Yang lebih membikin takjub, harga ponsel kaya fitur kini kian miring. Cukup merogoh kocek Rp.350 ribu, berhasil memiliki ponsel, ujar Denni yang telah memiliki ponsel canggih dan kartu memori 2 gigabyte (GB) yang menyimpan lebih dari 200 lebih lagu.
“Lagunya banyak yang saya buang, karena saya tidak suka. Saya ganti dengan lagu yang saya dapat dari pertukaran rekaman lagu lewat Bluetooth,” kata Deni yang menikmati koleksi lagu pop masa doeloe (tembang kenangan) di ponselnya saat menunggu penumpang duduk di becaknya bersama Atin, Senin (11/7) di mulut Gang Nangka Cikbar kota Banjar.
Dari waktu ke waktu, keinginan berganti menambah ponsel kian banyak dijadikan alasan. Untuk membedakan ponsel urusan pribadi, dan untuk menerima pesanan dari pelanggan, ucap ibu Ai penjual nasi uduk di Pertigaan Jalan Tentara Pelajar dan Kapten Jamhur di kota Banjar, ponselnya berbeda yang pangkal setiap pagi bersama tukang becak dan ojeg yang berjualannya sampai pkl 9.00 pagi sudah habis.
Pemesan bisa menghubungi ponsel khususnya, bila akan memesan esok harinya dan siap diantar. “Itukan servis kepada pembeli,” ucap Bu Ai sambil tersenyum. Ayeu na mah tos modern sanes?
Ujang sopir angkot berhasrat membeli ponsel bertelevisi yang kian murah bisa didapat mulai harga Rp. 300 ribu. “Trayek angkot saya jurusan Banjar-Pamarican pulang dan pergi setiap hari sampai lima rit.
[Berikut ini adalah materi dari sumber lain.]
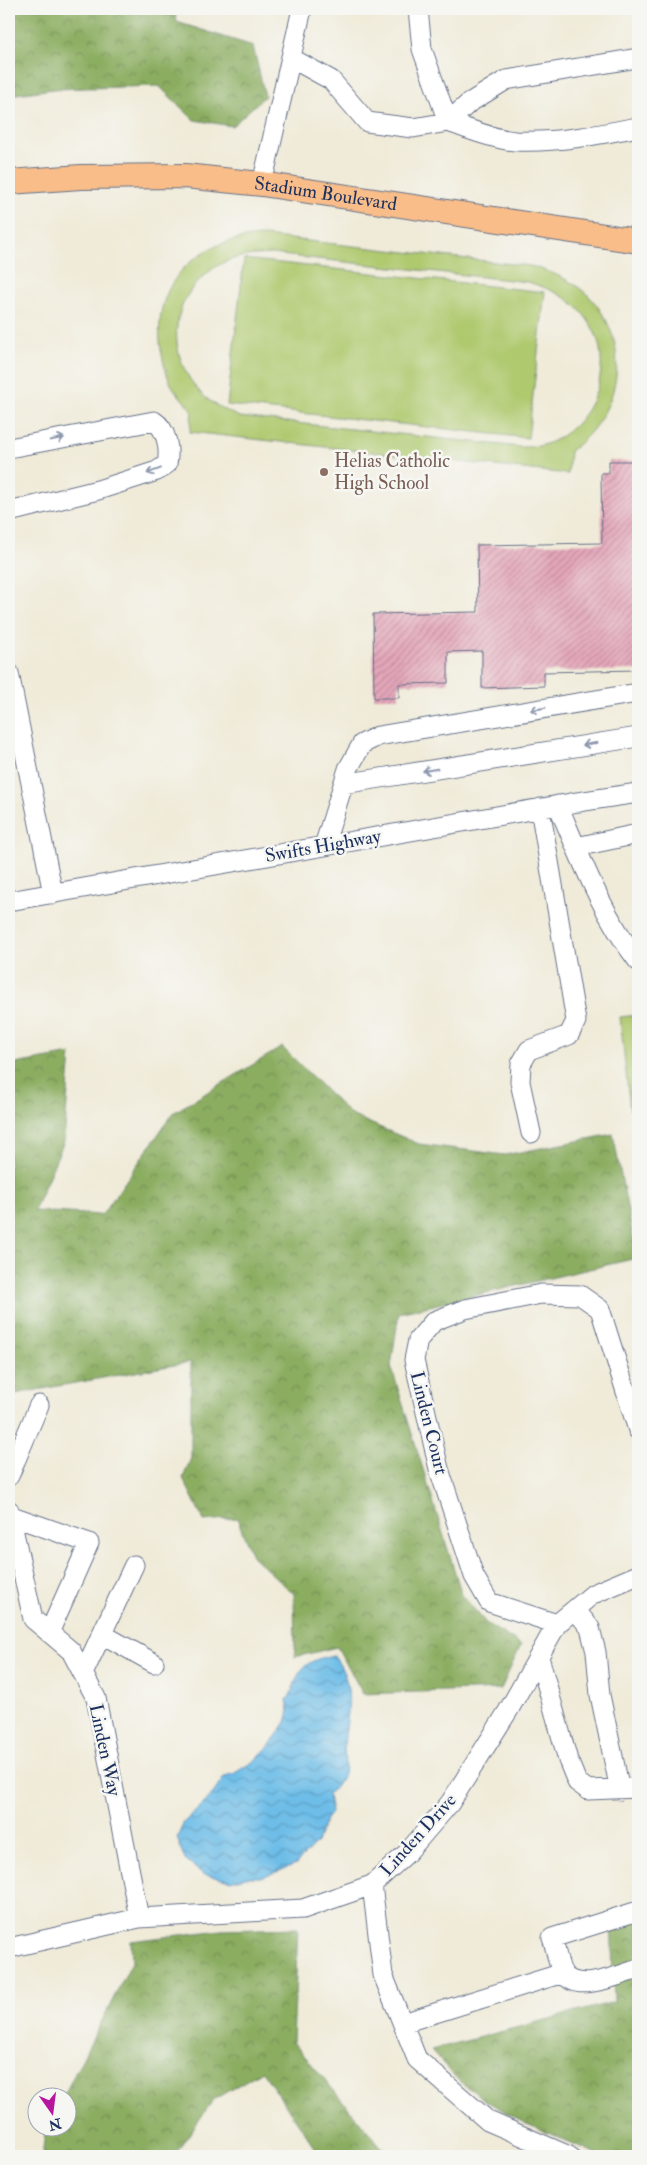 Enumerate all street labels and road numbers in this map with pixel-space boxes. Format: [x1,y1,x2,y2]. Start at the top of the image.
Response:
street label: Stadium Boulevard [253,171,399,216]
street label: Swifts Highway [263,824,383,868]
street label: Linden Court [405,1369,453,1477]
street label: Linden Way [84,1702,127,1799]
street label: Linden Drive [375,1789,461,1881] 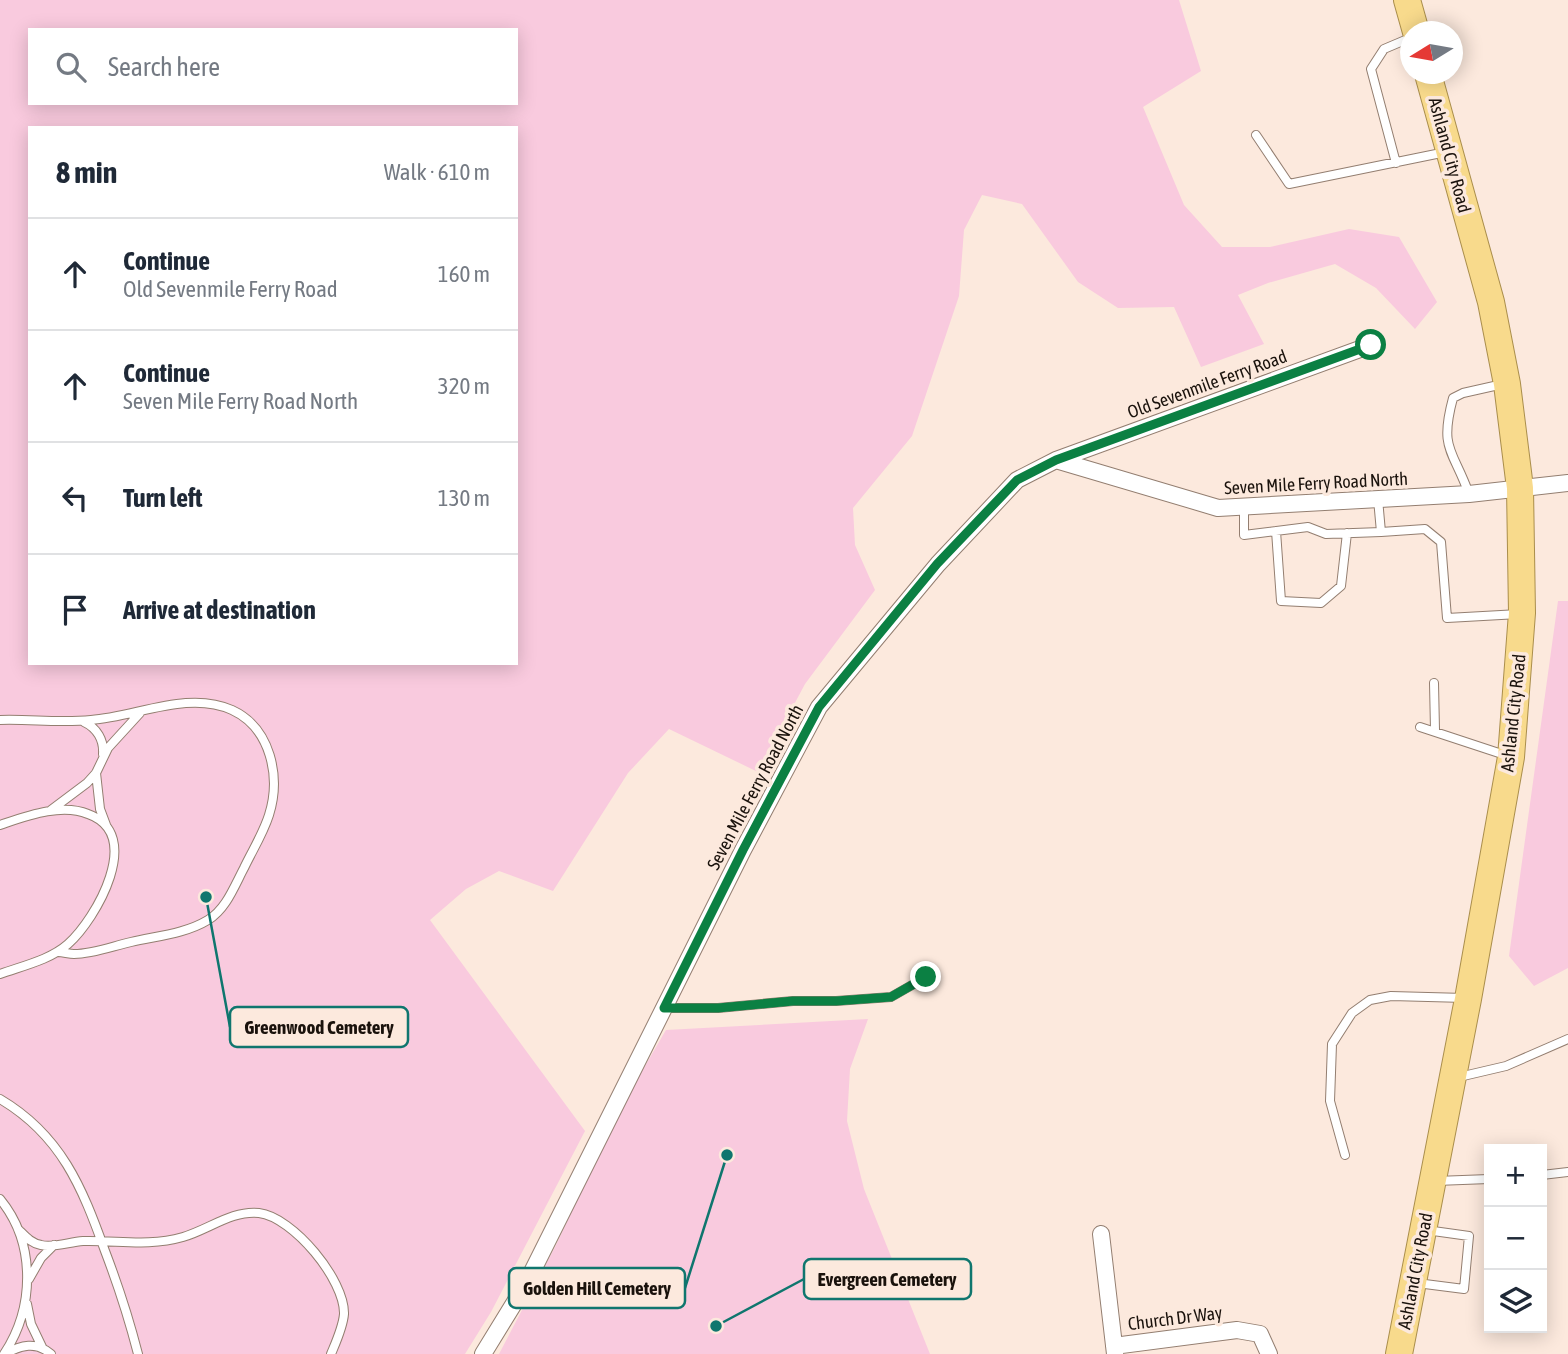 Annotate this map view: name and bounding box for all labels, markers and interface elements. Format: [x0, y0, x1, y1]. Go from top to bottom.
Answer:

Selama menunggu penumpang penuh di terminal cukup memakan waktu lama, bisa sambil nonton tv lewat ponsel. Asyiiik!,” ucapnya.
Tak lagi sulit mencari penjual makanan, menghitung tagihan dengan kalkulator di dalam ponsel. Yaitu seperti Bu Ai, waktu menghitung berapa banyak bungkusan nasi uduk yang harus dibayar oleh si pembeli dihitung pakai kalkulator di ponselnya. Ponsel membuat Agus pengusaha properti yang sibuk, bisa mengaji dimana saja sambil istirahat saya bisa ngaji, ucap Agus. Engga kelihat orang tapi bisa ibadah, katanya.
Bahkan, ponsel juga menjadi bel rumah bagi Atin. Untuk menjemput mengantar tumpangan ojegnya, Atin akan lebih dahulu menelepon langganannya. Biar dia menunggu di depan rumahnya aja, malas pake panggil-panggil, ucap Atin.
Puluhan juta ponsel di impor tiap tahun, untuk memenuhi hasrat berponsel, dari anak SD (Sekolah Dasar) sampai mahasiswa, tukang pijat cukup dikontak lewat ponsel tak sulit. Bahkan bidan dan dukun beranak bisa dipanggil lewat ponsel bila ada yang akan melahirkan. Umumnya masyarakat perkotaan sampai perdesaan di pelosok bisa berkomunikasi lewat ponsel. Begitu perilaku manusia di zaman sekarang, segalanya sudah modern.